**Your assignment:** The lines to copy are those in the listing that hold the word "bottom".

**Data supplied:**
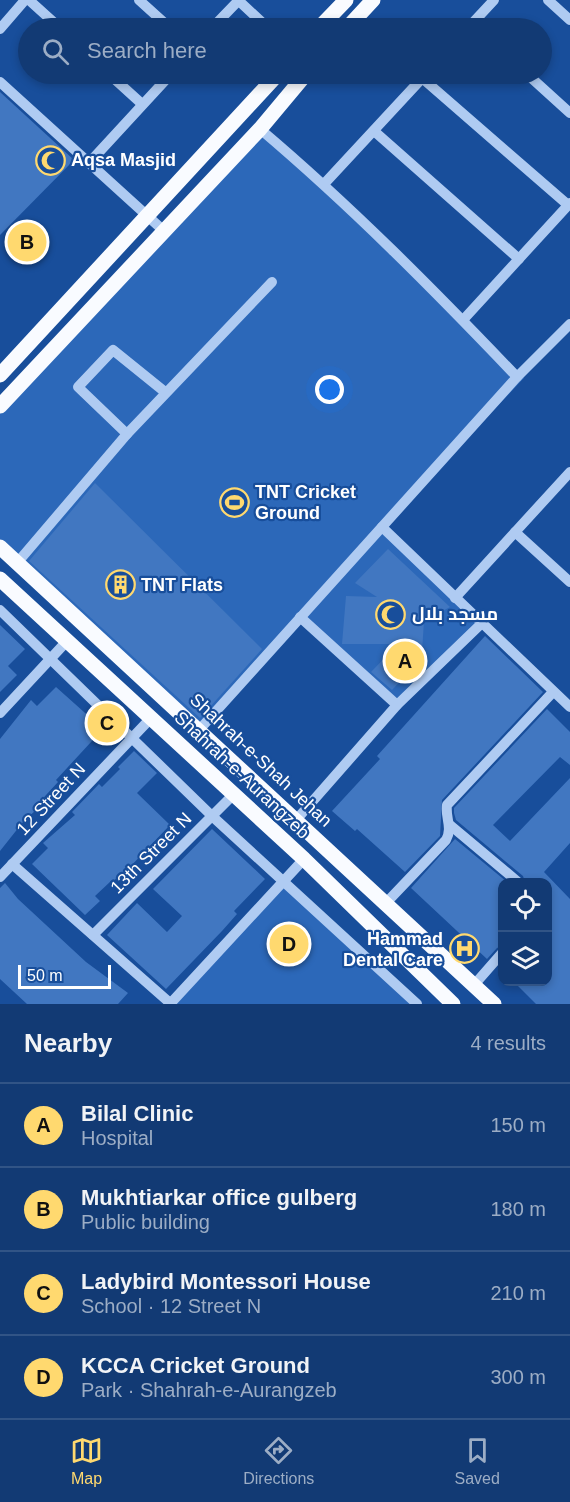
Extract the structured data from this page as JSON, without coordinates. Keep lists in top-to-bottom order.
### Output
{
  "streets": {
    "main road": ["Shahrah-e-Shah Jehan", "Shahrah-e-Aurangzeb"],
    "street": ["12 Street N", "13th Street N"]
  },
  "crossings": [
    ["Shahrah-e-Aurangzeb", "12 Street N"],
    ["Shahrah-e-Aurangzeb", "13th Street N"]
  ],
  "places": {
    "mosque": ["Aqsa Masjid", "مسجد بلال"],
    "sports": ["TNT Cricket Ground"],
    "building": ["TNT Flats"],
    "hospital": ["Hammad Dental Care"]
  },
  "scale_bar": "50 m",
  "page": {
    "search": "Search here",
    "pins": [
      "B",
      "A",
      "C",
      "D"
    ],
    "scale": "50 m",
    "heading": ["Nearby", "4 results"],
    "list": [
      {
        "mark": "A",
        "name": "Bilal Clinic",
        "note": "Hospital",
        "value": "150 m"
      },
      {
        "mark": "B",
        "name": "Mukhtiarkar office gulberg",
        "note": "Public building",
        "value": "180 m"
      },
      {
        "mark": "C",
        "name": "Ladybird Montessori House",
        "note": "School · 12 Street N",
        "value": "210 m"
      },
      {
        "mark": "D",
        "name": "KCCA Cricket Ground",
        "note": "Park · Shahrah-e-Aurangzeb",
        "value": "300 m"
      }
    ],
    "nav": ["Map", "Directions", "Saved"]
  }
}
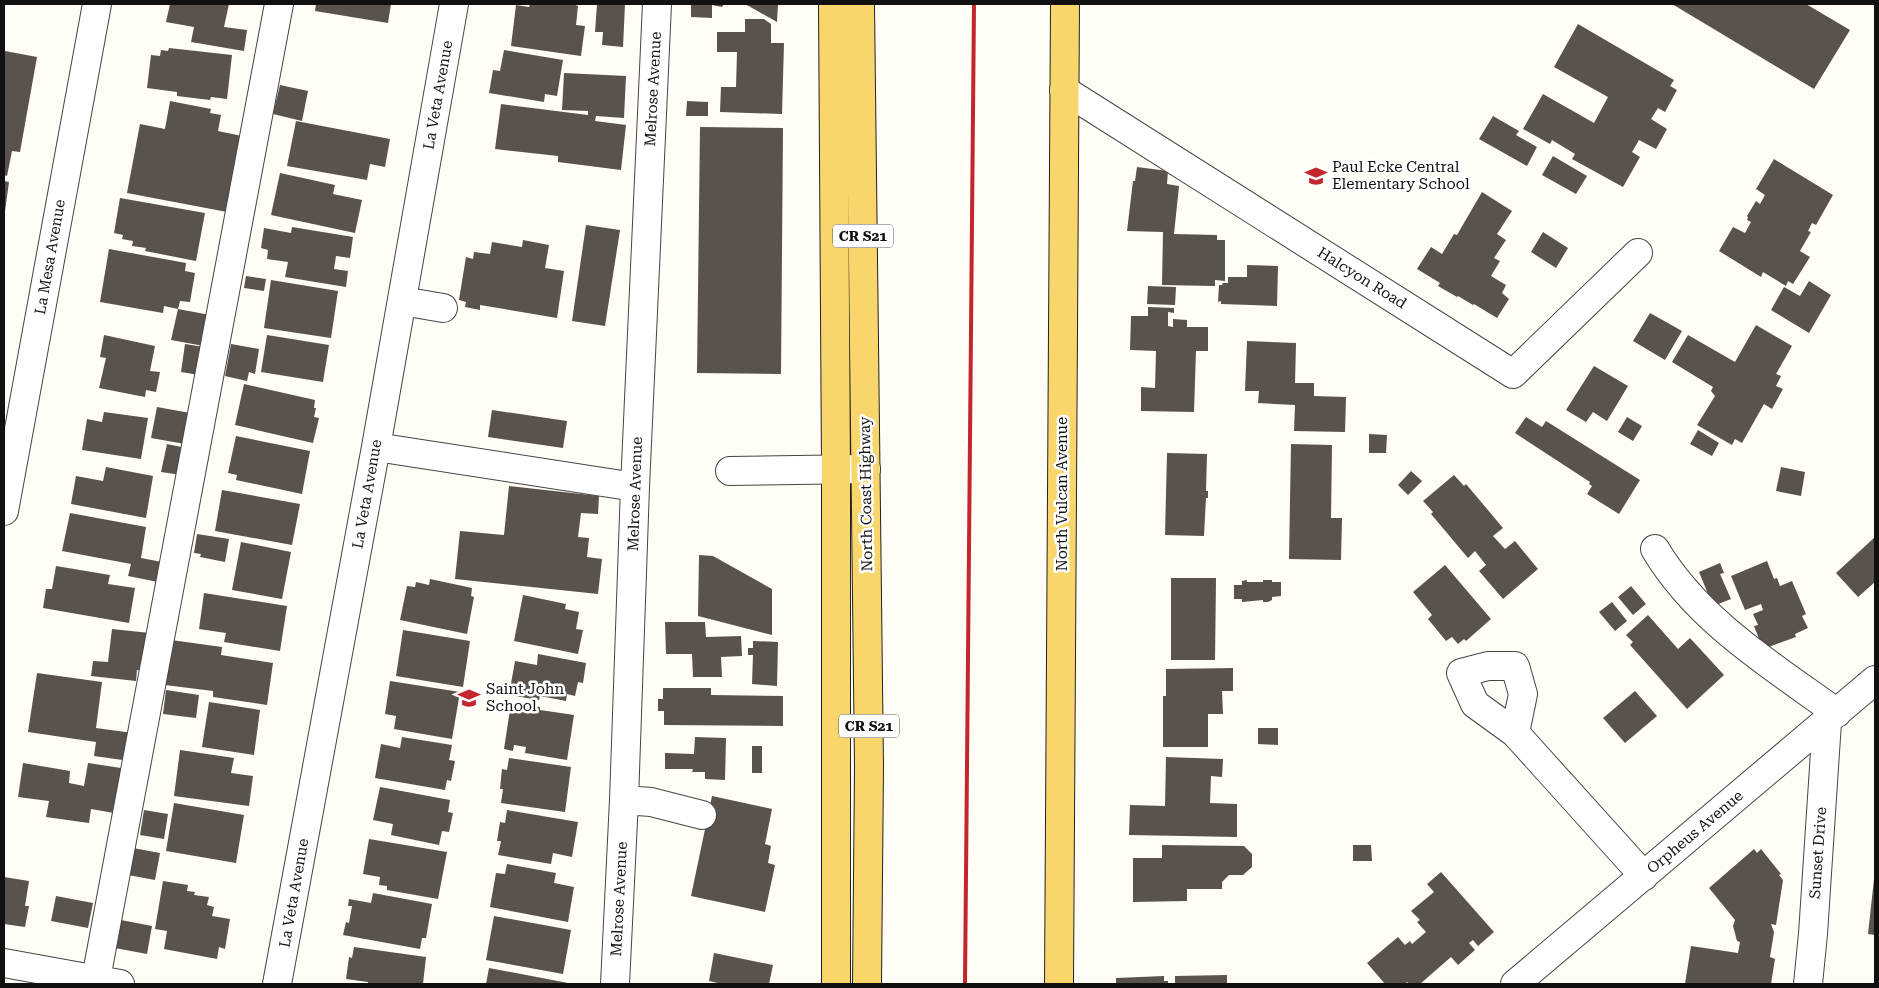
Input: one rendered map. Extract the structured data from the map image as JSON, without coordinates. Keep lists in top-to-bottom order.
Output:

**Expected answer:**
Extract the structured data from this page as JSON, without coordinates. Keep lists in top-to-bottom order.
Input: one rendered map. Extract the structured data from the map image as JSON, without coordinates. Keep lists in top-to-bottom order.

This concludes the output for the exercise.